Final day—cooking class
Our fellow Turkish traveler Tom is eager to discover every aspect of the Turkish culture, and he found a cooking school that was a brief walk from our hotel. So four of us decided to try it out on this, our last day in Turkey.
Following breakfast and after partially packing (we’re leaving at midnight for the airport), we strolled past the Blue Mosque, eventually finding our way to Cooking Alaturka. We’d chosen to cook a noon meal, and from 10:30 to 2:30, enjoyed not only making dishes, but then eating them and drinking wine as well.

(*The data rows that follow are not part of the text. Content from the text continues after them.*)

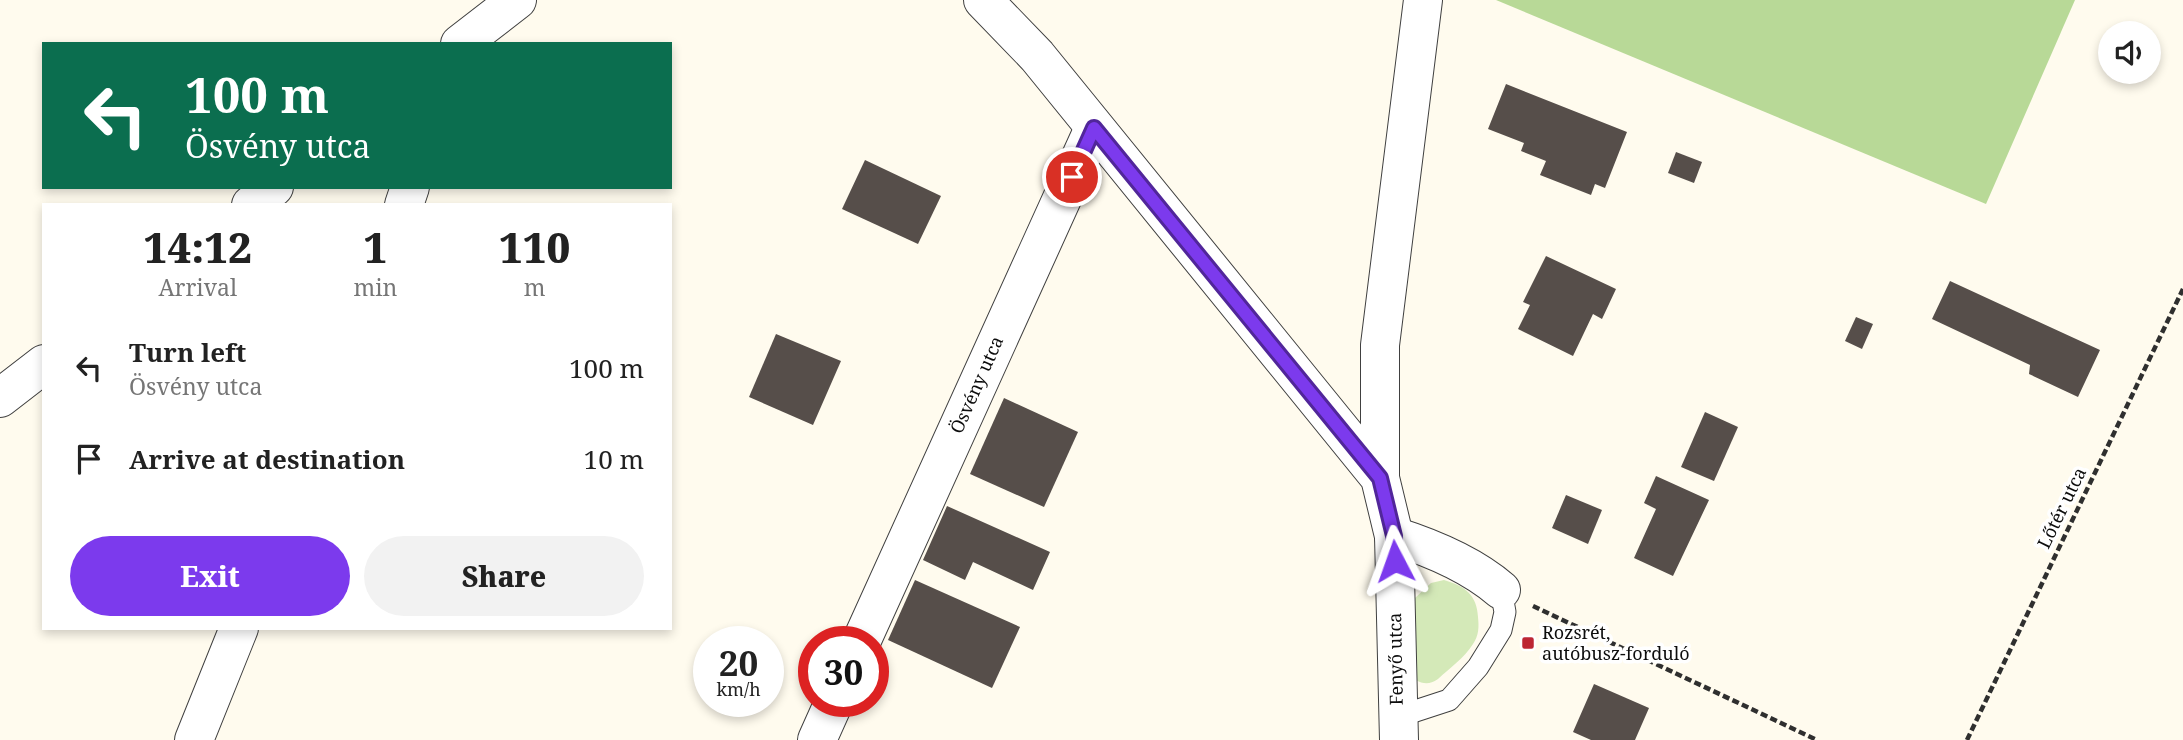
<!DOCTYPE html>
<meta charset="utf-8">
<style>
:root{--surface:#fff;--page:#f2f2f2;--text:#222;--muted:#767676;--accent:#7c3aed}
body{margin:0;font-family:"Noto Serif",serif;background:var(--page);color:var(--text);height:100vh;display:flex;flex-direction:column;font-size:26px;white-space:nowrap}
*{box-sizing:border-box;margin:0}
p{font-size:23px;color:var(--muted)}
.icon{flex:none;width:38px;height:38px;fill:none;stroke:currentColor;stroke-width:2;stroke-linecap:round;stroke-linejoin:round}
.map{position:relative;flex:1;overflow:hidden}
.details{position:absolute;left:42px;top:203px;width:630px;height:427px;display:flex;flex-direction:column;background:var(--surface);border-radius:0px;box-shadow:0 4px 10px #0003}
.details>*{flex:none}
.hud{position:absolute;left:42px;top:42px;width:630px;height:147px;border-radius:0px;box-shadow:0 4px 10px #0003;background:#0b6e4f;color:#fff;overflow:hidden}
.tools{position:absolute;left:2098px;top:21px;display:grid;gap:14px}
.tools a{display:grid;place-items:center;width:63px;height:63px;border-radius:50%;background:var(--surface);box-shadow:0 4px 10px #0003;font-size:35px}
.speed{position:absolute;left:693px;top:626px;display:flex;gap:14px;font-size:35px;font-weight:700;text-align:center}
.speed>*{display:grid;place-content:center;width:91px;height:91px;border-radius:50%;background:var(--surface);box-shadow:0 4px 10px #0003;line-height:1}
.speed small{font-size:18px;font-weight:400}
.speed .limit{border:10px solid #d22;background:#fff;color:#111}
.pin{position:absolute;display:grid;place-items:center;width:60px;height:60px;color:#fff;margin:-30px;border:4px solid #fff;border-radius:50%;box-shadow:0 2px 7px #0007}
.me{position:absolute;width:77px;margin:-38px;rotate:356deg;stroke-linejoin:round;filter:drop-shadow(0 0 5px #0008)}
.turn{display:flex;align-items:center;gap:24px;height:147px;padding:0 28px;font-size:32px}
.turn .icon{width:91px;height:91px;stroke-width:2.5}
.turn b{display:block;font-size:49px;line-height:60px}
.eta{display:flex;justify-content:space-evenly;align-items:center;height:119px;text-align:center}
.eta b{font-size:42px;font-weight:800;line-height:49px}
.primary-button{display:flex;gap:14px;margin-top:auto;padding:14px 28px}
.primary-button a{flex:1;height:80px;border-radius:42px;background:var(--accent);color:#fff;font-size:28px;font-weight:800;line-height:80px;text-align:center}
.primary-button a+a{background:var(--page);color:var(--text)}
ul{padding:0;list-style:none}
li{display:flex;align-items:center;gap:21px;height:91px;padding:0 28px}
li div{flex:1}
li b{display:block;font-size:26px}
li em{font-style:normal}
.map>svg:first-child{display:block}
.green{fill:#d4e9b8}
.forest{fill:#b8d997}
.building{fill:#564e4a}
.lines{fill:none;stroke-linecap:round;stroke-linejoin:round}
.service-casing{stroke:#404040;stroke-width:23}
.minor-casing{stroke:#404040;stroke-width:40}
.path{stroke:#2f2f2f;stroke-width:4.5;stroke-dasharray:7 3.5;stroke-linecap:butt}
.service{stroke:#fff;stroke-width:21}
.minor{stroke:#fff;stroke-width:38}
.route-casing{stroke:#51269a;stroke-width:18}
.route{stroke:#7c3aed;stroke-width:12}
.poi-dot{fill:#bd2634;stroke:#fff;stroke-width:2.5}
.labels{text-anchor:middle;stroke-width:7;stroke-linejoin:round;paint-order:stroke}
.street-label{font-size:18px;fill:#0d0d0d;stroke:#fff}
.poi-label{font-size:18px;fill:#0d0d0d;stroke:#fff;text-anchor:start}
</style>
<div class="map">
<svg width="2183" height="740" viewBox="0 0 2183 740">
<rect width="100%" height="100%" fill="#fffbee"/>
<path class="green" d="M1444 580C1465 586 1477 595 1478 617 1479 627 1479 635 1473 644 1465 657 1450 668 1438 679 1429 685 1424 684 1415 680V598L1431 583Z"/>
<path class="forest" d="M1496 0H2075L1986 204Z"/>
<g class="building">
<path d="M1506 84 1627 132 1605 188 1595 184 1591 195 1540 175 1546 161 1521 151 1524 143 1488 129Z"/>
<path d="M1676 152 1702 162 1694 183 1668 173Z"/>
<path d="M865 160 941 196 918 244 842 209Z"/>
<path d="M1546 256 1616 289 1602 319 1593 314 1573 356 1518 329 1530 305 1523 302Z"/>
<path d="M1950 281 2100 350 2078 397 2029 374 2030 365 1932 319Z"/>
<path d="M1856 317 1873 324 1862 349 1845 341Z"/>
<path d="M776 334 841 361 813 425 749 397Z"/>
<path d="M1004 398 1078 432 1044 507 970 474Z"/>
<path d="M1705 412 1738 427 1714 481 1681 467Z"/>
<path d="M1656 476 1709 500 1673 576 1634 558 1656 509 1644 503Z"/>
<path d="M1566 495 1602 510 1588 544 1552 528Z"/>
<path d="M947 506 1050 552 1033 590 973 562 965 580 923 560Z"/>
<path d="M915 580 1020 627 992 688 888 640Z"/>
<path d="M1594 684 1649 708 1635 740H1591L1573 732Z"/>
</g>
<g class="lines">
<g class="service-casing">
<path id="service" d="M1397 717 1449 700 1478 667 1501 630 1505 612 1501 590"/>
</g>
<g class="minor-casing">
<g id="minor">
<path d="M983 0 1037 56 1380 478 1394 536 1399 740"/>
<path d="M460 44 517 0"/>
<path d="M251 205 274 187"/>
<path d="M404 205 410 187"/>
<path d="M0 398 44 364"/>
<path d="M1380 478V345L1423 0"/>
<path d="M1394 536C1432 548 1471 564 1501 590"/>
<path d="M861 642 1094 128"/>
<path d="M194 740 239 628"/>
<path d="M817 740 834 702"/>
</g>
</g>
<g class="path">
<path d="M1533 606 1817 740"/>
<path d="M1967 740 2183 289"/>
</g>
<use href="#service" class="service"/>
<use href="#minor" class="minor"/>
</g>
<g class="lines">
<g class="route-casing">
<path id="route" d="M1072 177 1094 128 1380 478 1394 536 1395 561"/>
</g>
<use href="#route" class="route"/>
</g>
<rect class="poi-dot" x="1521" y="636" width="14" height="14" rx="3.5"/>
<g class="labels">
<g class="street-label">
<text transform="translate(977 385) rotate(-66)" y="6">Ösvény utca</text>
<text transform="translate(2062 508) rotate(-64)" y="6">Lőtér utca</text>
<text transform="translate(1396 659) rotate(-91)" y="6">Fenyő utca</text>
</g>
<g class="poi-label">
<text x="1542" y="639">Rozsrét,<tspan x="1542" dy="21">autóbusz-forduló</tspan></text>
</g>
</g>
</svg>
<div class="tools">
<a><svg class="icon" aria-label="sound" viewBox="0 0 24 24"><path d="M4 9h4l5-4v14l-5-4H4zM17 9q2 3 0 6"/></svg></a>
</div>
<div class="speed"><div>20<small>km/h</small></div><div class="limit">30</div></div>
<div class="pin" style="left:1072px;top:177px;background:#d93025"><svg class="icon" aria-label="arrive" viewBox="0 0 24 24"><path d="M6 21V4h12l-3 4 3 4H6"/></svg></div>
<svg class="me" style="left:1395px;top:561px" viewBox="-20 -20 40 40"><path d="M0-17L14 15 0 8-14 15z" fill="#7c3aed" stroke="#fff" stroke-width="4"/></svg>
<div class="hud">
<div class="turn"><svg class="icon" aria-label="left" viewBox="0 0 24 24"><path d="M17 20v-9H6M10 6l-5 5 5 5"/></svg><div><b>100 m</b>Ösvény utca</div></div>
</div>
<section class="details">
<div class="eta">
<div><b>14:12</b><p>Arrival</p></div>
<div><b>1</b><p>min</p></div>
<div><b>110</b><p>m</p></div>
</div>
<ul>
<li><svg class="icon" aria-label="left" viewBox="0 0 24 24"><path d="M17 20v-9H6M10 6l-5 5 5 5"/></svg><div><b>Turn left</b><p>Ösvény utca</p></div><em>100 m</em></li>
<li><svg class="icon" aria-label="arrive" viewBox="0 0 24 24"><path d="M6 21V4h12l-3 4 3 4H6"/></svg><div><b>Arrive at destination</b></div><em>10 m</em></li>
</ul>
<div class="primary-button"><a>Exit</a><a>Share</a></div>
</section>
</div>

We were met by the hosts, chef Rocco and his wife Leyla. A couple from Boston joined the four of us and after tea, Chef Nazli welcomed us into her kitchen. Our menu this day consisted of Yayla corbasi (meadow soup), Zeytinyagh tanze fasulye (green runner beans with onion, garlic and tomato), Karniyarik (eggplant stuffed with meat), Kabak mueveri (zucchini patties with herbs and cheese), and for dessert—Incir tathsi (walnut-stuffed figs in syrup).
Fun owners of Cooking Alaturk, Rocco and Leyla
So...we got busy. Nazli showed us how to remove the flesh around the end of the eggplant to expose a woody stem. We then cut an opening in the eggplant and after slathering it with olive oil, baked it.
The eggplant stem—used for holding it and moving it from pan to pan
Prepping the eggplant dish
We prepared the meat mixture to put in the eggplant, cut up beans, began the soup, learned how to use a crazy looking knife to mince onions and a flat heavy mallet to crush black pepper. The chef explained the technique and we then helped with the preparation. Lots of kidding and merriment, and a congenial pace.
Crushing peppercorns with a mallet
Prep work
Four types of bulgur—we used the one on the lower left
A few of the dishes are Ottoman favorites and the spices are some we had gotten at the spice bazaar—like pul biber, the shaved red pepper.
Check out this knife for mincing onions....!
The green runner bean dish
Jane and clowning Leyla mincing lamb and beef for the eggplant dish
Following our “hard work” in the kitchen, we enjoyed the meal and wine. A lovely way to end our tour of Turkey.